→ **Task details**:
Using the records provided below, locate and copy each line that contains the word "center".

Stored data:
# # #

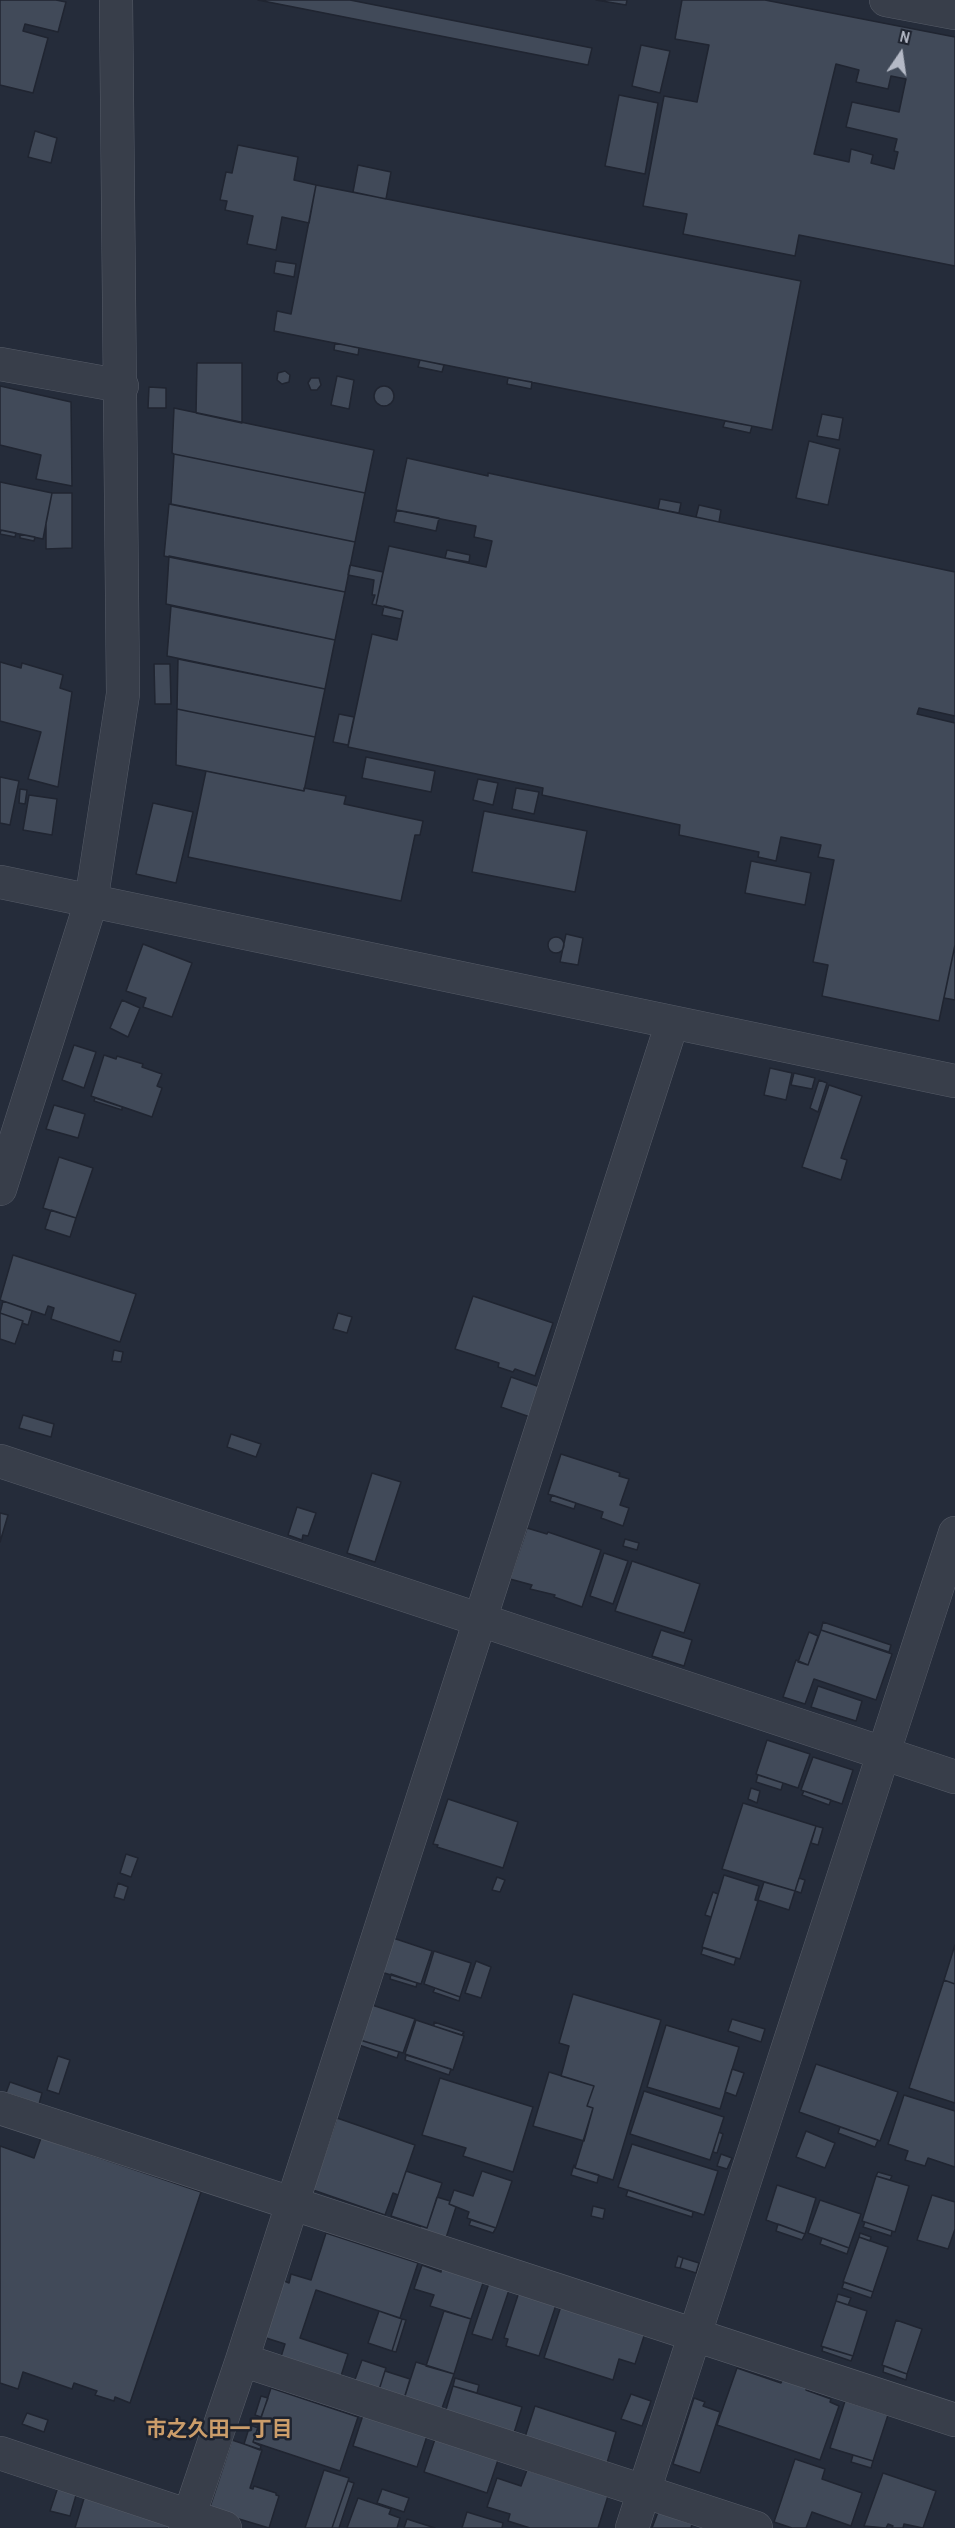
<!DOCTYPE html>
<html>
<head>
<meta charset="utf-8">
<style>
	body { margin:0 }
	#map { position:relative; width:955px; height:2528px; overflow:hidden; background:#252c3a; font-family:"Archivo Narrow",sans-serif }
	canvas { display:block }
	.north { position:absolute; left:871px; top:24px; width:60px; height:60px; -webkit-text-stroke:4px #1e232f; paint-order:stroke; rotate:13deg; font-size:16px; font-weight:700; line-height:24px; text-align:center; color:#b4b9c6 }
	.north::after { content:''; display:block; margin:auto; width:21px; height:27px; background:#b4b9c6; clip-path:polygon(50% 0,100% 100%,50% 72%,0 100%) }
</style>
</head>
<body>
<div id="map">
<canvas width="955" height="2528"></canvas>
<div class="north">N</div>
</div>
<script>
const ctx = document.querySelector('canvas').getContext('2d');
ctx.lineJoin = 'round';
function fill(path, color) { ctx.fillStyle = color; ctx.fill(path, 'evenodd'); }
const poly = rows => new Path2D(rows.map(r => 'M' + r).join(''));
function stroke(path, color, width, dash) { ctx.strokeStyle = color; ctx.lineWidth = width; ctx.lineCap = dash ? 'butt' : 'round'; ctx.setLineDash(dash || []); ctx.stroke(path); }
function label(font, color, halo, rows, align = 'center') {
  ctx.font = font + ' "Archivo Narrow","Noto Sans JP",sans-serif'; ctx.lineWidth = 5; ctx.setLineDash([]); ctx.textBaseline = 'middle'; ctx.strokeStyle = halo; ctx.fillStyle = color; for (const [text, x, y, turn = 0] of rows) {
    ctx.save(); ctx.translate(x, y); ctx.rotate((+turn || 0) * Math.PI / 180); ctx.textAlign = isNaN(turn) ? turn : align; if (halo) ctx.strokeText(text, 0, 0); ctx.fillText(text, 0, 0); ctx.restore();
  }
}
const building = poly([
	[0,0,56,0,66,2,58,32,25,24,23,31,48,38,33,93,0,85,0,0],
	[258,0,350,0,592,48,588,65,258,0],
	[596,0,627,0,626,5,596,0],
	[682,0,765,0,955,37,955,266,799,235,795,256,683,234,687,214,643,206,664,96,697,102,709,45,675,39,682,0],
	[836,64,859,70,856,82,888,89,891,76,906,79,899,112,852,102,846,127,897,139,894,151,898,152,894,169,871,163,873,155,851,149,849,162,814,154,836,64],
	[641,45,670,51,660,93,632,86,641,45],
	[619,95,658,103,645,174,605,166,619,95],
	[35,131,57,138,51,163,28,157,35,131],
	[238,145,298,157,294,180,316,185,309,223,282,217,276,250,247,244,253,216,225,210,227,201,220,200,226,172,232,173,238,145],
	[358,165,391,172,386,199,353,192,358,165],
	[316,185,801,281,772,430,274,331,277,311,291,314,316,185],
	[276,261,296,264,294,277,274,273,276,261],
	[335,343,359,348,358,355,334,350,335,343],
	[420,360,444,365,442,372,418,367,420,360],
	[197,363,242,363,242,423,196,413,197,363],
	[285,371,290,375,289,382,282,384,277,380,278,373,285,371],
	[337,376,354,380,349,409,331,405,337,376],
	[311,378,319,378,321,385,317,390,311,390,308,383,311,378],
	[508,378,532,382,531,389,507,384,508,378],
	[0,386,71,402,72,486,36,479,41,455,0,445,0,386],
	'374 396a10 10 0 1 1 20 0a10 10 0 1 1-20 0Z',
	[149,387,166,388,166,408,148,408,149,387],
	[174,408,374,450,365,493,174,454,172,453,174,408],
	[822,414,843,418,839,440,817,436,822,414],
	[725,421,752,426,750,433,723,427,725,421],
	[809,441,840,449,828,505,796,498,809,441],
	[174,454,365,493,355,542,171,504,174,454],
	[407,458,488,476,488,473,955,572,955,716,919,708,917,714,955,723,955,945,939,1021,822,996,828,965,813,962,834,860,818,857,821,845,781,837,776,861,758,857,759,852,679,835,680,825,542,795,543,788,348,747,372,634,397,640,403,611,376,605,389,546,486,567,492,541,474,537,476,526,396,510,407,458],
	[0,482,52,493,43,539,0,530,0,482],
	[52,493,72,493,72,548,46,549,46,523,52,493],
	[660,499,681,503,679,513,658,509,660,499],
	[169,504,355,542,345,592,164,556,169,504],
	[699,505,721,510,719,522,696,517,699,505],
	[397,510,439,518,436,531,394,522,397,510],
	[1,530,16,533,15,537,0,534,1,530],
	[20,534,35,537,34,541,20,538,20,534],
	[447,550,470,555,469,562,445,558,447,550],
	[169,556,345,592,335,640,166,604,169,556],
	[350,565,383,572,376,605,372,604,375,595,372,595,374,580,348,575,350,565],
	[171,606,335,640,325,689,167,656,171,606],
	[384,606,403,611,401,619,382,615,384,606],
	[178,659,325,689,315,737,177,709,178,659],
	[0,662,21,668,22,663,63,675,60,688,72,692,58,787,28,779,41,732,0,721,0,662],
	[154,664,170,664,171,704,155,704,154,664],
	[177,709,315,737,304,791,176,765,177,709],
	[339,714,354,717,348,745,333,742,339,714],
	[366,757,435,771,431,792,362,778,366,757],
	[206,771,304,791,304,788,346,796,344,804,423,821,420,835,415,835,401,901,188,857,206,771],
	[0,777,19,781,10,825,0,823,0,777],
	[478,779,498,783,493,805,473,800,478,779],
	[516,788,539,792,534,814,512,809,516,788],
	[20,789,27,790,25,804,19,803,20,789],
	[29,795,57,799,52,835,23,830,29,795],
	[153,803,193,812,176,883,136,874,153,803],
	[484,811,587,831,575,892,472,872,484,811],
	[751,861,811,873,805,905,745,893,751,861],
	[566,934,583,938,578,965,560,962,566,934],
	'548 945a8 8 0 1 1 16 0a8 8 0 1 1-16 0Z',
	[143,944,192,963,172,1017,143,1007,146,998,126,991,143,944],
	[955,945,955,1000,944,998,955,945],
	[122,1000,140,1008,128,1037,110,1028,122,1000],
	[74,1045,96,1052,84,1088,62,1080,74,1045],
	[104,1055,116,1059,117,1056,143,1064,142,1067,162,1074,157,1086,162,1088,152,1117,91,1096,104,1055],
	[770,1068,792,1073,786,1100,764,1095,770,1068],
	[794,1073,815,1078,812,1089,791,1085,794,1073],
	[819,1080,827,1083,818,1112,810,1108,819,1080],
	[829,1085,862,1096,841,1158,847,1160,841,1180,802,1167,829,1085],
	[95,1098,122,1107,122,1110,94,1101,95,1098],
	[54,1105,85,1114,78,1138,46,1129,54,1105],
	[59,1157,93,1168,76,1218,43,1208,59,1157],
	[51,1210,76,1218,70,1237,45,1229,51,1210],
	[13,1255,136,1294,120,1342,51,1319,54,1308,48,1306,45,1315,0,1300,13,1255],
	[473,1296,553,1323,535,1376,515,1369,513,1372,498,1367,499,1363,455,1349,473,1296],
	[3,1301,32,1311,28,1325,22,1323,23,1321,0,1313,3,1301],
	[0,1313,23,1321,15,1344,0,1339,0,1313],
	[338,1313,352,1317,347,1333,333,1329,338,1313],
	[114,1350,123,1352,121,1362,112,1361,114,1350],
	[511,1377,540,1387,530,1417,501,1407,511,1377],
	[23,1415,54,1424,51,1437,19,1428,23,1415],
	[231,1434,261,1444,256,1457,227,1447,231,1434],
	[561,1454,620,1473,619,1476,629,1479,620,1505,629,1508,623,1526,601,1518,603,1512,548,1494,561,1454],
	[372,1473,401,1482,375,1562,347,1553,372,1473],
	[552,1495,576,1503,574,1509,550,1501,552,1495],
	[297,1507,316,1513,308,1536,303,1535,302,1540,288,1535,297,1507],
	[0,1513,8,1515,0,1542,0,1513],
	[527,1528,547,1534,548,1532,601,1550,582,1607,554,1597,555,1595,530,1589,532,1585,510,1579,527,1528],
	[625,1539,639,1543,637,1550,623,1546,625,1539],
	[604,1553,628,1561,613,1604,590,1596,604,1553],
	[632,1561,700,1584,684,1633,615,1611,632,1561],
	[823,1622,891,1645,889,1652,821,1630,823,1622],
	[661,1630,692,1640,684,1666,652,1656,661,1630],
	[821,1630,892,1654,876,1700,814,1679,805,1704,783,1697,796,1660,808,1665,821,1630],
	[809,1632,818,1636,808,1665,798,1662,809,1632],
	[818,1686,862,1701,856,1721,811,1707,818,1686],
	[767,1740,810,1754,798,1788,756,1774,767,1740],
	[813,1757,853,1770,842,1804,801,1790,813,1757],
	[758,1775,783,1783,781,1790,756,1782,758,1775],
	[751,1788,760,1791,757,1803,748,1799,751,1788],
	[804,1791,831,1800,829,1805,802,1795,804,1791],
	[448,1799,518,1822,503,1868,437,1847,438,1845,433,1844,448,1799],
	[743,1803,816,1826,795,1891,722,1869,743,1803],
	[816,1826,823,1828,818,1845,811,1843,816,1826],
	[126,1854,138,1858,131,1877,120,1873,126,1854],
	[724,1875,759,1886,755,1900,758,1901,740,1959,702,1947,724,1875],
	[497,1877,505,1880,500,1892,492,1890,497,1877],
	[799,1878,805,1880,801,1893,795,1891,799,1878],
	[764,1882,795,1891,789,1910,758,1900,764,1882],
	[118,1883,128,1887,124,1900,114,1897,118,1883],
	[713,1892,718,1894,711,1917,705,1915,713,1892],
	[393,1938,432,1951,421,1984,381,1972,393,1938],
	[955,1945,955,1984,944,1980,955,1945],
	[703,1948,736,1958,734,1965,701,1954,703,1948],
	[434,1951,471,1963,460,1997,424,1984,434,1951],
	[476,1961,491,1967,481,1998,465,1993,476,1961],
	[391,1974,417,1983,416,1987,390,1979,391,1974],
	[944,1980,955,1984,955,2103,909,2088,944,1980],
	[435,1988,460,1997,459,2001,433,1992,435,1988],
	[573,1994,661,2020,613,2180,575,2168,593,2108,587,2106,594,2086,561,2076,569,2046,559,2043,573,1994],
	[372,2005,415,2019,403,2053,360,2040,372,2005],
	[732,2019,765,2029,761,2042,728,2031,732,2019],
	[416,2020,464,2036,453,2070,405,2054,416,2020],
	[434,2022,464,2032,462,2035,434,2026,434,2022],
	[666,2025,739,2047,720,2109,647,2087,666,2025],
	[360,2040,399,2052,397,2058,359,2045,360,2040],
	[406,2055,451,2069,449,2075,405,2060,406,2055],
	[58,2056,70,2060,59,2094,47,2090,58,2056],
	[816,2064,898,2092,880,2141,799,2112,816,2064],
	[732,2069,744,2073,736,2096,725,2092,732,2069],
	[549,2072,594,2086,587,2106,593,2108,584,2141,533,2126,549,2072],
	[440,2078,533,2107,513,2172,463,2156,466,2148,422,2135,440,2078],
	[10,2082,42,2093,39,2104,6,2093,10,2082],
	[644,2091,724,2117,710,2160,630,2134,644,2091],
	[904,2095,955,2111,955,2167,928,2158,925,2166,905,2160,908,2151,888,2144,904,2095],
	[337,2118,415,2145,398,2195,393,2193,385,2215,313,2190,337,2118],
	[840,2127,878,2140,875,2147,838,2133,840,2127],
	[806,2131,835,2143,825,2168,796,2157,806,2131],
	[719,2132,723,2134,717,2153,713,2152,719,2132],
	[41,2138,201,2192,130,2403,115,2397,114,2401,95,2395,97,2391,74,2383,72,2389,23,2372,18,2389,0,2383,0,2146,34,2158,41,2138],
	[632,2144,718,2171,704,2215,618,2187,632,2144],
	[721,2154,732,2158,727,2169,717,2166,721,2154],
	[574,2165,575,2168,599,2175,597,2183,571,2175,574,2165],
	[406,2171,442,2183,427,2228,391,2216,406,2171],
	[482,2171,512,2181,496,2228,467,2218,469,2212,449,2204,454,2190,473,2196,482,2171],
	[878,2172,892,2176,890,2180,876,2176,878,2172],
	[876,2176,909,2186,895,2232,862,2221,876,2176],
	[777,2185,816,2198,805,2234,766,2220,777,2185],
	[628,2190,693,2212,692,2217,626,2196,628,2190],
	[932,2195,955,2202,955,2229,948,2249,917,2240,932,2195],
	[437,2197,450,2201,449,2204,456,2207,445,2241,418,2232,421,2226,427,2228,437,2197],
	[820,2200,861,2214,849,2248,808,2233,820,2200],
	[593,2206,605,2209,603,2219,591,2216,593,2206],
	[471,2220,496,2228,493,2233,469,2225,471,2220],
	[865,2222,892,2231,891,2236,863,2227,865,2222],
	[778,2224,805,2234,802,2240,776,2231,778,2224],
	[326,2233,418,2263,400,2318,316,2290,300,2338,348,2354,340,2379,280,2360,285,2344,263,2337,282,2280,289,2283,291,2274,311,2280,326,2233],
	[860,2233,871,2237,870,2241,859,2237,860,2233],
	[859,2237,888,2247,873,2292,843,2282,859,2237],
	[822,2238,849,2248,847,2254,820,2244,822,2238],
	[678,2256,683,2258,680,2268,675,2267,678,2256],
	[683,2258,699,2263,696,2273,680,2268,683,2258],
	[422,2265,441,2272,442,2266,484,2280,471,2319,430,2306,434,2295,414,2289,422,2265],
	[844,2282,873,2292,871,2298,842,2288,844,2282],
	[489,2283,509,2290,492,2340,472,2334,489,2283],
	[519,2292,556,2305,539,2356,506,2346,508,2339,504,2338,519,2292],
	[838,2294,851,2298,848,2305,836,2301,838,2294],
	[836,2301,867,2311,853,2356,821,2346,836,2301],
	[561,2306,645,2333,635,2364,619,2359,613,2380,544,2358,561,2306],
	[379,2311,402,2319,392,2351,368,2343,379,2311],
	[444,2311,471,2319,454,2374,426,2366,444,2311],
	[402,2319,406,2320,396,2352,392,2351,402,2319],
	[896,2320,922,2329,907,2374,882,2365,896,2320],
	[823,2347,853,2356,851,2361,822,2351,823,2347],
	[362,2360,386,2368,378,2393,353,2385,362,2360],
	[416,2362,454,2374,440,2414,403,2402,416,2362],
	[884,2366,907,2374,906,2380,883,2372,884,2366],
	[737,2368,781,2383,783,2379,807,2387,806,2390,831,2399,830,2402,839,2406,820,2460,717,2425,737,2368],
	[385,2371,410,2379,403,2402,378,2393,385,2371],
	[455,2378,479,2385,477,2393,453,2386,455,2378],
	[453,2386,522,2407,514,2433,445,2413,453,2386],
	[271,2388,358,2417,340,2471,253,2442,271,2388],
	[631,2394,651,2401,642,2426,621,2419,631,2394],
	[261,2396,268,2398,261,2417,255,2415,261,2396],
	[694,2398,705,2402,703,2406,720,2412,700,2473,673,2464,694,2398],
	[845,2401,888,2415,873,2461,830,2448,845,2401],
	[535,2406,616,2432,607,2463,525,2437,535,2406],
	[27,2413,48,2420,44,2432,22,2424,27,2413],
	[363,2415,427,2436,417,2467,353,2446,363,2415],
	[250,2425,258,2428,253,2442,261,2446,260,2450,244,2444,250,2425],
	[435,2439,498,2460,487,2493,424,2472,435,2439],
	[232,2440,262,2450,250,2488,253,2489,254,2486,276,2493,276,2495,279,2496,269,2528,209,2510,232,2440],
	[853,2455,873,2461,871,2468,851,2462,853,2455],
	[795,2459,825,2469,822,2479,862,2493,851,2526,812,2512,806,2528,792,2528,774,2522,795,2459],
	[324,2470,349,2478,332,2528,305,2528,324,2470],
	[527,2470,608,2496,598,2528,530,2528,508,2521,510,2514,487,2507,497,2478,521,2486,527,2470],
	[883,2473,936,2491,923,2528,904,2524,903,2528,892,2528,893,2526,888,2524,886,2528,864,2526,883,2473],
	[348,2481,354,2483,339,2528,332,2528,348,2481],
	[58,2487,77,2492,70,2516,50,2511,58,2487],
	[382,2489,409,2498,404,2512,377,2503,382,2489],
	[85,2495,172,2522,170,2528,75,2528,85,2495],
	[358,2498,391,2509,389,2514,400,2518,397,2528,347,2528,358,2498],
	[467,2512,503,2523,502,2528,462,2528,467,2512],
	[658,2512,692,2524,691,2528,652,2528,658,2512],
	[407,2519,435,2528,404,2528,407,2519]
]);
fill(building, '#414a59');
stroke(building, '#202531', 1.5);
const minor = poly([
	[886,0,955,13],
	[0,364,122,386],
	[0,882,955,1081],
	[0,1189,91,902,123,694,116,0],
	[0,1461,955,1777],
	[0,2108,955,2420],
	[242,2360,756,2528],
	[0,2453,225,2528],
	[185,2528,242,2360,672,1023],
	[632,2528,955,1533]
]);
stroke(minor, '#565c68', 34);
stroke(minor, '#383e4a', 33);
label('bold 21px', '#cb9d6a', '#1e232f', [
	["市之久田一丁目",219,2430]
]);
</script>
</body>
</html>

# # #

→ **Output below**:
	.north { position:absolute; left:871px; top:24px; width:60px; height:60px; -webkit-text-stroke:4px #1e232f; paint-order:stroke; rotate:13deg; font-size:16px; font-weight:700; line-height:24px; text-align:center; color:#b4b9c6 }
function label(font, color, halo, rows, align = 'center') {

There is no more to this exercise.